JEPARA, Harianmuria.com – Prasasti Candi Angin, artefak kuno yang tersimpan di Museum RA Kartini Jepara, akan memasuki babak baru penelitian bersama Badan Riset dan Inovasi Nasional (BRIN) dan École Française d’Extrême Orient (EFEO).
Penelitian arkeologi bertajuk “Institusi Keagamaan di Indonesia pada Periode Awal melalui Pendekatan Epigrafis dan Filologis” ini dijadwalkan berlangsung pada 9–18 Oktober 2025 di wilayah Jawa Tengah dan Daerah Istimewa Yogyakarta.
Tim riset dipimpin oleh pakar epigrafi BRIN, Titi Surti Nastiti, bersama tujuh peneliti lainnya. Salah satu metode utama yang digunakan adalah fotogrametri, teknik pemindaian citra berpresisi tinggi untuk merekam detail aksara, tekstur, dan struktur prasasti secara akurat.
Misi Membuat Inventaris Epigrafi Indonesia
Kepala Pusat Riset Arkeologi Prasejarah dan Sejarah BRIN, M. Irfan Mahmud, menegaskan bahwa tujuan riset ini tidak hanya sekadar dokumentasi, melainkan juga menyusun inventaris epigrafi yang lengkap di Indonesia.
“Di Jawa saja terdapat sekitar 600 prasasti dari abad ke-9 hingga ke-15, namun belum ada katalog lengkap yang memuat seluruhnya. Banyak prasasti tak bertanggal, dan Nusantara belum memiliki inventaris tunggal yang menyeluruh,” ujarnya.
Database Epigrafi Nusantara Catat Lebih dari 3.500 Entri
Selama dua dekade terakhir, para ahli epigrafi Indonesia dan EFEO Jakarta telah membangun database dengan lebih dari 3.500 entri metadata prasasti Nusantara. Sebagian data ini telah dipublikasikan melalui platform daring idenk.net (Inventaris Daring Epigrafi Nusantara Kuno) sejak 2021, disunting bersama oleh para pakar dari BRIN dan EFEO.
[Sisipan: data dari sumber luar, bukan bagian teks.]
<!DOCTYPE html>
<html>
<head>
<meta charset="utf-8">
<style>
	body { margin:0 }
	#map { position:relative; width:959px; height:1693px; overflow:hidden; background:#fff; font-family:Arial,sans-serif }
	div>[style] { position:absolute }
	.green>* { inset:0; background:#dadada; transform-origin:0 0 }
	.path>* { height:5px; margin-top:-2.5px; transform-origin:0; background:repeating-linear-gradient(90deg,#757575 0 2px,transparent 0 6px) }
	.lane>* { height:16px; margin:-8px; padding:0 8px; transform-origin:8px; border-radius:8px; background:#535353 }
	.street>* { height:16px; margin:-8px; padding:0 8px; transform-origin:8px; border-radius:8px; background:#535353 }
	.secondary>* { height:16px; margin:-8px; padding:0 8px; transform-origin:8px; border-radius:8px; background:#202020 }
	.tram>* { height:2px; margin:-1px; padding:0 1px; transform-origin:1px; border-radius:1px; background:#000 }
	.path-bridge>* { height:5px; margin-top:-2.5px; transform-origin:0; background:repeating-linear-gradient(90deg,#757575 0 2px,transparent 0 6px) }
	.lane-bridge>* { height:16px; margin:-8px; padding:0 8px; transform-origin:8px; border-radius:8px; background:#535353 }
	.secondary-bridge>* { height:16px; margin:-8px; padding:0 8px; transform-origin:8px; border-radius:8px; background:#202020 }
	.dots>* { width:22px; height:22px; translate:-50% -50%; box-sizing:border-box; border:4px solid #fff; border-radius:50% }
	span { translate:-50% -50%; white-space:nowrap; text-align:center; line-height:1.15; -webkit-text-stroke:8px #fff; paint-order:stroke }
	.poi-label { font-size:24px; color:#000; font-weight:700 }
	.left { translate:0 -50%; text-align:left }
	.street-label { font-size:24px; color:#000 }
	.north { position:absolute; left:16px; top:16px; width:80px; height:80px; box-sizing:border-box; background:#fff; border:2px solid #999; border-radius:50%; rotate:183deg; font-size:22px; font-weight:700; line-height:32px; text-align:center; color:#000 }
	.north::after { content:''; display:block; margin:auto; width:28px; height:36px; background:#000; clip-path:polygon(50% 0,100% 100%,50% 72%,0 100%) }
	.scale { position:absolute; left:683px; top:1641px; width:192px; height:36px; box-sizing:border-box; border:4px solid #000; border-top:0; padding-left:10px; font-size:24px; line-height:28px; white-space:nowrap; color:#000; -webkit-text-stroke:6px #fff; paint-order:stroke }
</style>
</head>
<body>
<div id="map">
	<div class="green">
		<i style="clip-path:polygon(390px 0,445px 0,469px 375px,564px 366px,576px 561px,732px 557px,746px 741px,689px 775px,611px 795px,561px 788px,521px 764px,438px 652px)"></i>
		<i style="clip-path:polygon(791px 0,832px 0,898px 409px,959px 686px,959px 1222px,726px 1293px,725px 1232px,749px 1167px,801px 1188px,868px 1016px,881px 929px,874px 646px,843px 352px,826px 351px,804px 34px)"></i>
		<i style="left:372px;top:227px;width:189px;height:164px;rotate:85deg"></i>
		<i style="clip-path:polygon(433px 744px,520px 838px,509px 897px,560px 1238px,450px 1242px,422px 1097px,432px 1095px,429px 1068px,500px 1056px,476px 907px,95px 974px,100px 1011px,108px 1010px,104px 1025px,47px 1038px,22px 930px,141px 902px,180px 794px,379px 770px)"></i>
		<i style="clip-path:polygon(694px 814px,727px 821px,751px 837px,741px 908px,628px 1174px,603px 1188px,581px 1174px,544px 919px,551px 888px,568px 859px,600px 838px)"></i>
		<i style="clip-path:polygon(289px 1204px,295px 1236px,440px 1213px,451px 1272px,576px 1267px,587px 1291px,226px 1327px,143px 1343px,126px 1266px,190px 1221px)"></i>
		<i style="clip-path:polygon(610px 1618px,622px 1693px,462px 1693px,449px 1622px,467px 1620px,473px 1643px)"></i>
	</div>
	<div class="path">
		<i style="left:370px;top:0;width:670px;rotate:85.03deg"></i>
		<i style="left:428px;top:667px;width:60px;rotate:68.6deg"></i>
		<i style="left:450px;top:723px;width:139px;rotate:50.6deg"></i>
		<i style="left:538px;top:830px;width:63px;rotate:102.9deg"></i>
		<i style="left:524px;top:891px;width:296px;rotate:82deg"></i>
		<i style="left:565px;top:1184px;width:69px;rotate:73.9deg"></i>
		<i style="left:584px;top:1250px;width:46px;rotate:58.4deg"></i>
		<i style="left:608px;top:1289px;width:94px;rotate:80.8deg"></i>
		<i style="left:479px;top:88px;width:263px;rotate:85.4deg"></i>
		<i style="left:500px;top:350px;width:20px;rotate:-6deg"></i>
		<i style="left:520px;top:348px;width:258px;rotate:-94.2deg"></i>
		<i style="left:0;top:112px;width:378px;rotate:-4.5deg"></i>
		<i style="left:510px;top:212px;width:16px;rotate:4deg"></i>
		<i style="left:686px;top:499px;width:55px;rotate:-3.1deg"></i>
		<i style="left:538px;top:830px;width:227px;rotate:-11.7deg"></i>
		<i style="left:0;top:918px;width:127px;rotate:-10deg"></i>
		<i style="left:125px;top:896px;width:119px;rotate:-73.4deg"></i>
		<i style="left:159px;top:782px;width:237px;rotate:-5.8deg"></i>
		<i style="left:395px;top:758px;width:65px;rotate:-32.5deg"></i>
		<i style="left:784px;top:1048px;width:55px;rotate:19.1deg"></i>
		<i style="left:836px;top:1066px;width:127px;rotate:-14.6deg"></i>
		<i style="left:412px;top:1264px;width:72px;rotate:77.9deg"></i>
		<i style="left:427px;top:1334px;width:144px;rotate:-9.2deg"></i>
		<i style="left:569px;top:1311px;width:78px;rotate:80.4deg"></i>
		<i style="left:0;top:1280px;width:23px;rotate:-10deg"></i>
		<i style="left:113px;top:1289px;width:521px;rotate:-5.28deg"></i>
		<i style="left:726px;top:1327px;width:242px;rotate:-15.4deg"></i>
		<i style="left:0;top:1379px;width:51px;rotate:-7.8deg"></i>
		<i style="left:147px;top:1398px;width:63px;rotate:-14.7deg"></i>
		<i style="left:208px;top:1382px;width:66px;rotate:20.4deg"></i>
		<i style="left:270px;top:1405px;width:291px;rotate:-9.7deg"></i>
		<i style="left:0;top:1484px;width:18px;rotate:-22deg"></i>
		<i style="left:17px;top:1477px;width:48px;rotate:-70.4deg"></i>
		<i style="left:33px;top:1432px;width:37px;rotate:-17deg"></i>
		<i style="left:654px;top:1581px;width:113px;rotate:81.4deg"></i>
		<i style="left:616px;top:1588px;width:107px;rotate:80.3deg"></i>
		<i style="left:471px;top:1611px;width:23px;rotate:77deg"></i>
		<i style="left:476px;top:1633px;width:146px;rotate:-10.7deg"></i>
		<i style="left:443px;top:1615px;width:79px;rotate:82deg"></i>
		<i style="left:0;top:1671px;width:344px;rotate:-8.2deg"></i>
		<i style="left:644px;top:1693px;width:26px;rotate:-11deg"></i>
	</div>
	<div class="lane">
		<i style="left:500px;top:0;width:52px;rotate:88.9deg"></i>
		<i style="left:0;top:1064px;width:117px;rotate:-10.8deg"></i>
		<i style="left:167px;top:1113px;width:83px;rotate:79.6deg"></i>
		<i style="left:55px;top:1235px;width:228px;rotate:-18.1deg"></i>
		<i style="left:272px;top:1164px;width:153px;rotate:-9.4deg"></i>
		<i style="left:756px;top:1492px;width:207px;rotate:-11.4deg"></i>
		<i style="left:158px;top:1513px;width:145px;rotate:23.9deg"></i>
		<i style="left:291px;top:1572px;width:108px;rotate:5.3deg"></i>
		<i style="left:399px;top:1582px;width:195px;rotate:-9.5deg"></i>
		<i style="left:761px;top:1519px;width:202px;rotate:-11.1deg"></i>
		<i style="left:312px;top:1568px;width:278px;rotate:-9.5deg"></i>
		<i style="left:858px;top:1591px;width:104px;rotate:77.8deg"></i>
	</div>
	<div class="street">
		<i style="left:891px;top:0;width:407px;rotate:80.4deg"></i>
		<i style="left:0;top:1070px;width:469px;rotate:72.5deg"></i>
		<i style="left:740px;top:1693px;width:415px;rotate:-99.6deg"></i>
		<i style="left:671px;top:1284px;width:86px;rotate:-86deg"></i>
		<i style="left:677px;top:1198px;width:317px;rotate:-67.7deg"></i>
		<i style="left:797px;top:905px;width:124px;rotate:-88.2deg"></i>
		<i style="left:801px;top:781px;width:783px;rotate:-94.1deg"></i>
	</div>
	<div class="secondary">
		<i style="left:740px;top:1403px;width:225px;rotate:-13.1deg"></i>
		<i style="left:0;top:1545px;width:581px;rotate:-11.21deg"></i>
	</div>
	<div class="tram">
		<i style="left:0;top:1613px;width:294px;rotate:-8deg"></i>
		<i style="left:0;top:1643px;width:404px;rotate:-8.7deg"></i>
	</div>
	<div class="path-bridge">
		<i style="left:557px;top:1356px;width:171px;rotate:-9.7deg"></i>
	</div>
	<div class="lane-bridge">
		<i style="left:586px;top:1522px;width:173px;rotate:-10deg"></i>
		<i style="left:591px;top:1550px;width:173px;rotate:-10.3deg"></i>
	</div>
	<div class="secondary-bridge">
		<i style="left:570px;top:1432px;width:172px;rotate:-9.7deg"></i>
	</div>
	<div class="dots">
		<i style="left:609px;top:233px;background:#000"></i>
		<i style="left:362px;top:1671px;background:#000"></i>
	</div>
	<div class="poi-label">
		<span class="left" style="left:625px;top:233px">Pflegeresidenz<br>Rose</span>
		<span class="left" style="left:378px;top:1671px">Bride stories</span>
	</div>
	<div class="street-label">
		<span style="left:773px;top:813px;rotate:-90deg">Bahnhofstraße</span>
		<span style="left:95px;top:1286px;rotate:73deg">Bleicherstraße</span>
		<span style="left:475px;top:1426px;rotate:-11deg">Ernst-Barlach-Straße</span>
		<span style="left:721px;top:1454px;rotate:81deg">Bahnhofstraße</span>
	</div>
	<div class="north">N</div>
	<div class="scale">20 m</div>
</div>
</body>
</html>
Fokus Penelitian: Istilah Keagamaan dan Manuskrip Pra-Islam
Riset akan mengkaji istilah-istilah terkait lembaga keagamaan yang tercantum dalam prasasti berbahasa Sanskerta dan vernakular, seperti āśrama, dharma, mandala, wihāra, serta istilah lokal seperti kawikwan dan parhyanan. Selain itu, penelitian juga membandingkan isi manuskrip lontar pra-Islam yang kaya akan informasi ritual dan panduan spiritual.
Museum RA Kartini Jepara Sambut Antusias
Kepala Museum RA Kartini Jepara, Lia Supardianik, menyatakan antusiasmenya atas riset ini. “Kami berharap penelitian BRIN dan EFEO membuka tabir sejarah Prasasti Candi Angin dan memperkuat posisi Jepara sebagai pusat warisan budaya penting di Jawa Tengah,” ujarnya.
Lia menambahkan bahwa hasil riset akan dipublikasikan secara terbuka sehingga dapat diakses masyarakat luas. Temuan ini diharapkan menjadi bahan edukasi, penguatan identitas lokal, dan promosi wisata sejarah di Jepara.